▸ **What you should do**: Search the data for the word "display" and copy out every line that has it.

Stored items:
● ● ● ● ●
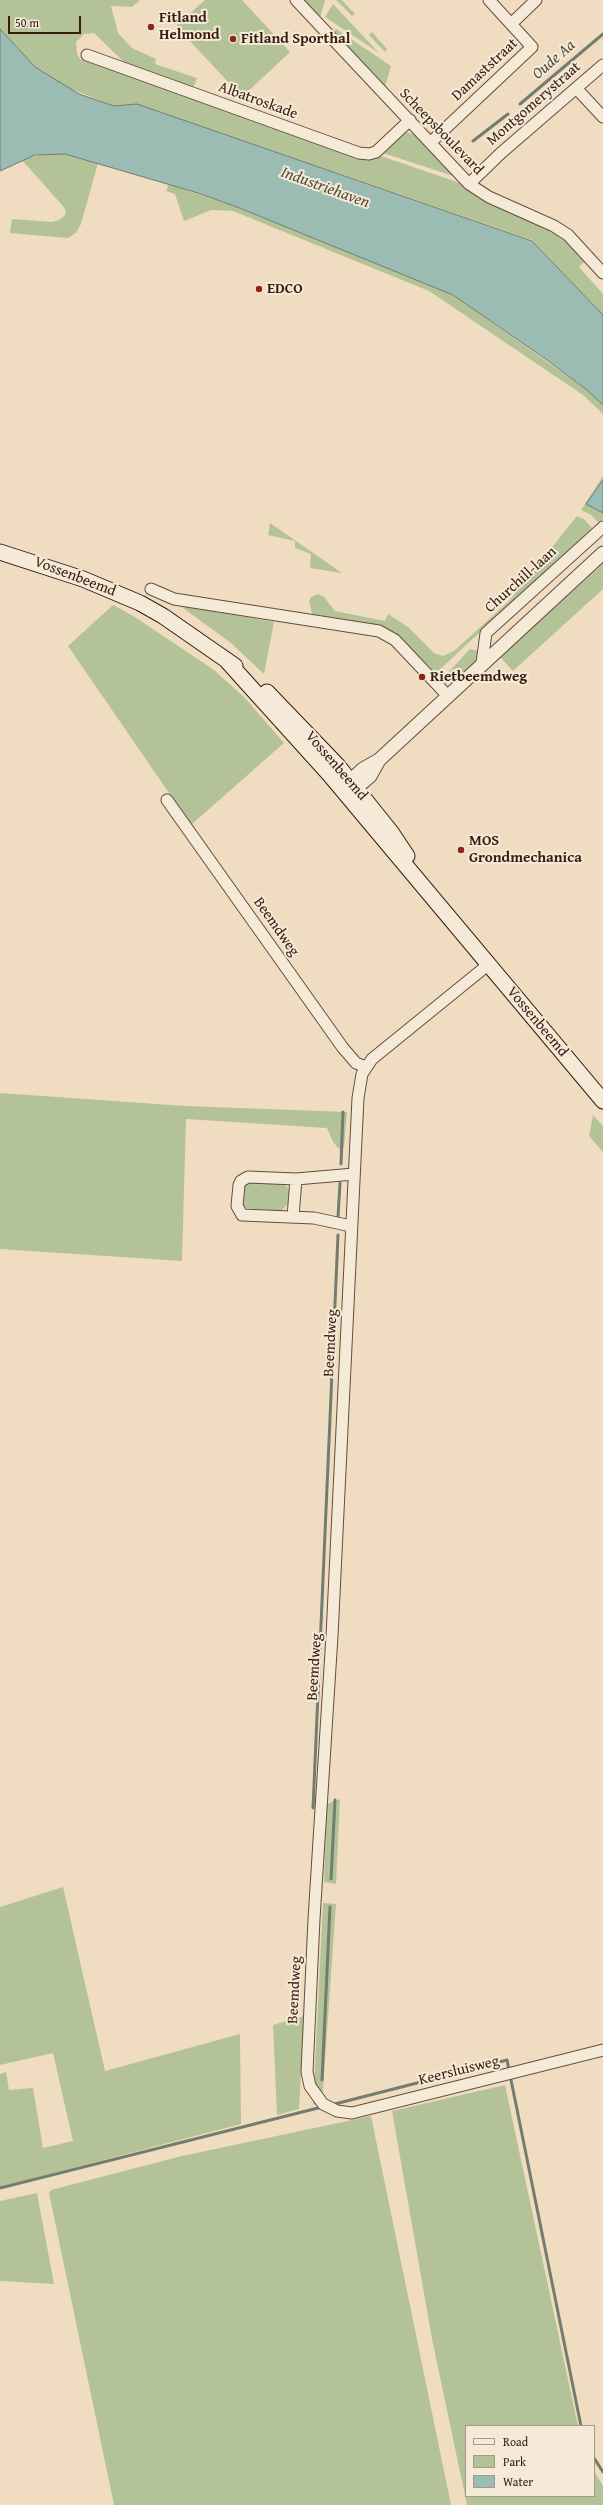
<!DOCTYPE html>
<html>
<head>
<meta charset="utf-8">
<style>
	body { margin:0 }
	#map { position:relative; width:603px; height:2505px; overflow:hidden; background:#f0ddc1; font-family:"Gentium Book Plus",serif }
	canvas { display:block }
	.legend { position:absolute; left:465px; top:2425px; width:130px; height:72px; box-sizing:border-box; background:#f5e9d7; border:1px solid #a99787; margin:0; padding:5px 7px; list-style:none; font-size:12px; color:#361d0f }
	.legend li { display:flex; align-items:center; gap:8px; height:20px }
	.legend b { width:20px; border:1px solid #a99787 }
	.scale { position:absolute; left:8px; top:16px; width:73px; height:18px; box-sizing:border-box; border:2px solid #361d0f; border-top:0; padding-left:5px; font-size:12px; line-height:14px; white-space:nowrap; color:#361d0f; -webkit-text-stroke:3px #f5e9d7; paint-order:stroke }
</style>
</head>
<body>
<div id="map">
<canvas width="603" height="2505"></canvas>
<ul class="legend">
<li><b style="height:5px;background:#f5e9d7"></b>Road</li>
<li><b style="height:11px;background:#b4c298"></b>Park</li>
<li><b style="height:11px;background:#9abcb3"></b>Water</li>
</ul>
<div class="scale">50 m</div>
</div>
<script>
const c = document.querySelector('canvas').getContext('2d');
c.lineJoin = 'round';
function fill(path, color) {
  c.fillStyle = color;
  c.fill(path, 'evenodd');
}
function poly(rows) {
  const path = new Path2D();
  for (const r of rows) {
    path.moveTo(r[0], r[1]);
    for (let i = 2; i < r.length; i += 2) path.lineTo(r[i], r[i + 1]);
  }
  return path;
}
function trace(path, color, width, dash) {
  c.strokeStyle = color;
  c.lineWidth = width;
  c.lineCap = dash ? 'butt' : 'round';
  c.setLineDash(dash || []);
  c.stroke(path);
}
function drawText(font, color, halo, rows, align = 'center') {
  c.font = font + ' "Gentium Book Plus",serif';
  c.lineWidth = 4;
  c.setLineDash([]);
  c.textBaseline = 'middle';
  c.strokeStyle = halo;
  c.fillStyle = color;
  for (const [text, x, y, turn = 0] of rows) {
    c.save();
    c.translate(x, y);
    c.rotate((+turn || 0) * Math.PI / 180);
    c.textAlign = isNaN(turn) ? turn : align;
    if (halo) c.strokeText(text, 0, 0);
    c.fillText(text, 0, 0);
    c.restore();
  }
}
fill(poly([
	[0,0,140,0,132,7,111,6,118,33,132,48,156,59,155,64,197,78,193,89,125,63,94,33,84,34,76,42,77,54,80,59,358,156,378,155,463,184,487,202,538,222,567,242,586,260,579,267,603,294,603,315,532,240,137,104,114,106,63,86,35,67,0,29],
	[205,0,242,0,290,52,242,97,176,26],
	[303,0,325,0,320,18],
	[336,0,342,0,355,14,352,16],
	[333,4,379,53,325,17],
	[336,29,391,66,385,87,333,32],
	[372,32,387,49,385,52,369,35],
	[405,132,417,135,456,177,380,152],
	[52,153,65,154,98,163,81,224,76,233,68,238,10,233,12,219,52,222,59,220,65,215,66,211,63,206,21,159],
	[169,184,242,209,453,295,587,390,603,405,603,414,583,395,429,291,233,211,211,210,184,221,175,194,166,191],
	[603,476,603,520,599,523,591,515,581,510],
	[577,516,584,519,592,528,436,673,391,631,378,625,312,614,309,601,311,597,318,594,324,597,335,611,385,621,388,614,408,627,434,653,443,656,454,651,509,601],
	[270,523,342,573,310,568,311,554,295,548,295,541,268,535],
	[603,564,603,589,513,671,500,657],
	[113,605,135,617,214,670,245,698,284,743,191,825,68,646],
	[179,605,274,622,264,674,231,643],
	[470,649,478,651,477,660,458,676,444,677],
	[0,1093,185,1106,347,1112,344,1147,339,1149,333,1142,327,1128,186,1119,182,1261,0,1249],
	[593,1115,603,1126,603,1152,589,1136],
	[247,1182,284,1184,289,1189,288,1204,281,1211,246,1208,240,1202,240,1188],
	[340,1799,336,1884,324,1882,327,1804],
	[63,1887,105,2071,240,2034,241,2124,0,2187,0,2074,6,2072,9,2090,33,2088,43,2148,73,2141,53,2053,0,2065,0,1907],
	[323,1903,336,1904,322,2104,315,2105,313,2104],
	[304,2016,299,2109,277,2115,273,2025],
	[505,2085,578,2426,466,2426,466,2496,594,2496,594,2471,603,2486,603,2505,467,2505,432,2339,392,2111],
	[371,2116,451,2505,114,2505,49,2193,51,2190,182,2156],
	[37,2193,54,2284,0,2281,0,2201]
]), '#b4c298');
const water = poly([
	[0,29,35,67,79,94,114,106,137,104,532,241,603,315,603,405,587,390,547,360,453,295,242,209,198,193,65,154,35,155,0,171,0,29],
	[603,480,603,513,586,504,603,480]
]);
fill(water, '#9abcb3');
trace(water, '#727c71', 1);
trace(poly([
	[520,104,603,34],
	[473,141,508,114],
	[341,1164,343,1112],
	[338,1217,340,1183],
	[313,1808,338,1235],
	[331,1879,335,1800],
	[322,2080,330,1907],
	[331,2105,507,2060,581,2426],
	[0,2188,322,2107],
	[594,2458,603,2472]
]), '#727c71', 3);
const minor = poly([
	[296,0,469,184,489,197,554,226,568,235,603,273],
	[511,24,536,0],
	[87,55,359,153,369,154,376,152,410,120],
	[576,88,603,117],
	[431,142,532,47,489,0],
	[469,184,501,153,603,65],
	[151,589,174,599,379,631,395,640,447,695],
	[482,663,486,633,603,527],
	[167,800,343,1048,356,1063,366,1067],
	[489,964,372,1059,362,1074,358,1098,332,1636,314,1919,307,2072,310,2086,323,2104,337,2111,352,2113,603,2050],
	[293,1217,296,1179],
	[351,1226,314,1218,242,1215,237,1206,239,1185,241,1181,248,1177,296,1179,354,1174]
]);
const tertiary = poly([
	[345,788,350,781,363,769,379,760,603,553],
	[347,791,356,788,370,776,379,760]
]);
const secondary = poly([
	[0,552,83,579,140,603,163,616,235,666],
	[227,661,329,774,603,1101],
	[267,692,338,766,391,832,407,856]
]);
trace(minor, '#644d3c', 13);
trace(tertiary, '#644d3c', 15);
trace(secondary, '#361d0f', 17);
trace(minor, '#f5e9d7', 11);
trace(tertiary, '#f5e9d7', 13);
trace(secondary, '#f5e9d7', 15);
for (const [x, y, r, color] of [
	[151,27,4,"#8f2418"],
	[233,39,4,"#8f2418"],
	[259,289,4,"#8f2418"],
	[422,677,4,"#8f2418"],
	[461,850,4,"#8f2418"]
]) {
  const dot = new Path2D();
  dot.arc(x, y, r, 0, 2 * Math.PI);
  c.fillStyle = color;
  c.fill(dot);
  trace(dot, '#f5e9d7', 1.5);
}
drawText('bold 15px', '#361d0f', '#f5e9d7', [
	["Fitland",159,18],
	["Helmond",159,35],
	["Fitland Sporthal",241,39],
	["EDCO",267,289],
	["Rietbeemdweg",430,677],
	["MOS",469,841],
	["Grondmechanica",469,858]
], 'left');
drawText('15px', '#361d0f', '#f5e9d7', [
	["Damaststraat",485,70,-43],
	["Albatroskade",258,101,20],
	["Montgomerystraat",534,104,-41],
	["Scheepsboulevard",441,132,46],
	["Vossenbeemd",75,577,21],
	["Churchill-laan",521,580,-42],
	["Vossenbeemd",336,766,49],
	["Beemdweg",276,927,55],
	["Vossenbeemd",537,1022,50],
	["Beemdweg",331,1343,-87],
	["Beemdweg",315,1667,-86],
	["Beemdweg",295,1990,-87],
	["Keersluisweg",459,2071,-14]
]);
drawText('italic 16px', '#544d40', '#f5e9d7', [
	["Oude Aa",554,60,-41],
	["Industriehaven",325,188,20]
]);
</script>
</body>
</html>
● ● ● ● ●
▸ **Solution for this problem**:
	canvas { display:block }
	.legend li { display:flex; align-items:center; gap:8px; height:20px }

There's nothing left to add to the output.